Report the number of lines of the listing below containing the string "Boulevard", with nothing added.

Supplied entries »
::::

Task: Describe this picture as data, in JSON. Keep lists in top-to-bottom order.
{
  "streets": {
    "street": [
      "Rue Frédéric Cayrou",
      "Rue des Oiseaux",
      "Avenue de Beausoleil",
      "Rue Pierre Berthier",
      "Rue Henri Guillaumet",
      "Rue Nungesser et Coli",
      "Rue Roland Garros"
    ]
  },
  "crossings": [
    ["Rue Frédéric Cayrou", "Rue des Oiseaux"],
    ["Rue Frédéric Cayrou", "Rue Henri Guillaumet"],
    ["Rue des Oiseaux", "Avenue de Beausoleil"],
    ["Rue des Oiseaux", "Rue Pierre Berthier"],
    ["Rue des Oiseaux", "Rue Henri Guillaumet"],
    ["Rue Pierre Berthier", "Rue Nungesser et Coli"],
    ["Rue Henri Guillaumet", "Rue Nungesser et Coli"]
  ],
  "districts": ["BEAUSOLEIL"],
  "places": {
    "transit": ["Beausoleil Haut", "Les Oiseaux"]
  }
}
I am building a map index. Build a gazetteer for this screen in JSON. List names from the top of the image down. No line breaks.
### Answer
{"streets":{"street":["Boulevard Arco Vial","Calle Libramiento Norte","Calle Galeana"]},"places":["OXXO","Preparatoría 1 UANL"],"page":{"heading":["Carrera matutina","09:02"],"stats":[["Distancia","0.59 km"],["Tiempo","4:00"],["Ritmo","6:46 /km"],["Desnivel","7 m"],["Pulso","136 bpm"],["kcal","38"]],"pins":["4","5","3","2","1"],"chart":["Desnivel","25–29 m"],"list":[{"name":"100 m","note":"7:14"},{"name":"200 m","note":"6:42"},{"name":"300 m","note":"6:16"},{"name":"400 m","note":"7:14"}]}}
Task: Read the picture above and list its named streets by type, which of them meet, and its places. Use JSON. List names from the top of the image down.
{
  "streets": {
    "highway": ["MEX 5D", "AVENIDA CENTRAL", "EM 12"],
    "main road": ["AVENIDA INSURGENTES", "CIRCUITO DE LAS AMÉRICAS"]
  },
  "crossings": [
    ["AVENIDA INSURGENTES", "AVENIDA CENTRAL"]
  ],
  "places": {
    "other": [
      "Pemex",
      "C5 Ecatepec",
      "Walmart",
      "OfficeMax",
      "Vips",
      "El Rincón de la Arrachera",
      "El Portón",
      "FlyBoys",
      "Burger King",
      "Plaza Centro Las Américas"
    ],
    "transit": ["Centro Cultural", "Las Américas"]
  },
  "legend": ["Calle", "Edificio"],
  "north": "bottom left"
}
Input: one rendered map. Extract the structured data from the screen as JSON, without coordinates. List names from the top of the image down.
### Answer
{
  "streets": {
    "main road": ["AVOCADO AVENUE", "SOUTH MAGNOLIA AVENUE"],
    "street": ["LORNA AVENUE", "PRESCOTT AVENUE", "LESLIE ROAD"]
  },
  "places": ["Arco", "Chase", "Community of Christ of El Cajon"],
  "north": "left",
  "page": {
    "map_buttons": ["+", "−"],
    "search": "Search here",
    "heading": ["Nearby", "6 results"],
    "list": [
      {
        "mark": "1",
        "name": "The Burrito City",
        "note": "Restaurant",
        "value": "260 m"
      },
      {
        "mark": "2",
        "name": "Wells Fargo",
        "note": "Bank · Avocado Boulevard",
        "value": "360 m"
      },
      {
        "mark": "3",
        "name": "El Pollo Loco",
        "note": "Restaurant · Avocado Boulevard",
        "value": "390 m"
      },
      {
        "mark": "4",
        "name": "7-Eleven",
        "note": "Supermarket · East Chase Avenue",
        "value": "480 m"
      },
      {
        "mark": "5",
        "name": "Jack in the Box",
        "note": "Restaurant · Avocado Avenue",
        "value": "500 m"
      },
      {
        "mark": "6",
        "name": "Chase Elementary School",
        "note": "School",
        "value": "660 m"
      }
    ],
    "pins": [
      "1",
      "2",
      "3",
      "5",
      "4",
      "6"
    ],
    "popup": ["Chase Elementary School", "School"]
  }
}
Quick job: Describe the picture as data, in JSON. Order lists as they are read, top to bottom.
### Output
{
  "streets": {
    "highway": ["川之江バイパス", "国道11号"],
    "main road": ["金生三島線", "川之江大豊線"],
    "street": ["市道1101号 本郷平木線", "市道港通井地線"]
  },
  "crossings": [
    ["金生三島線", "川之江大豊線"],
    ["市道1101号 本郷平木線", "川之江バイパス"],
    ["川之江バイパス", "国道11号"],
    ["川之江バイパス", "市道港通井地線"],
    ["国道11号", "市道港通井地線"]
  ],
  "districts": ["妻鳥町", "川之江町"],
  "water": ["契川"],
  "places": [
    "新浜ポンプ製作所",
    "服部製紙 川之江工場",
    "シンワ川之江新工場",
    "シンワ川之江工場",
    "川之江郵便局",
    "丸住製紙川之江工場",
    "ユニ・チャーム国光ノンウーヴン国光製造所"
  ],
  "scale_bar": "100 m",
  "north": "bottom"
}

::::

Result for this exercise » 3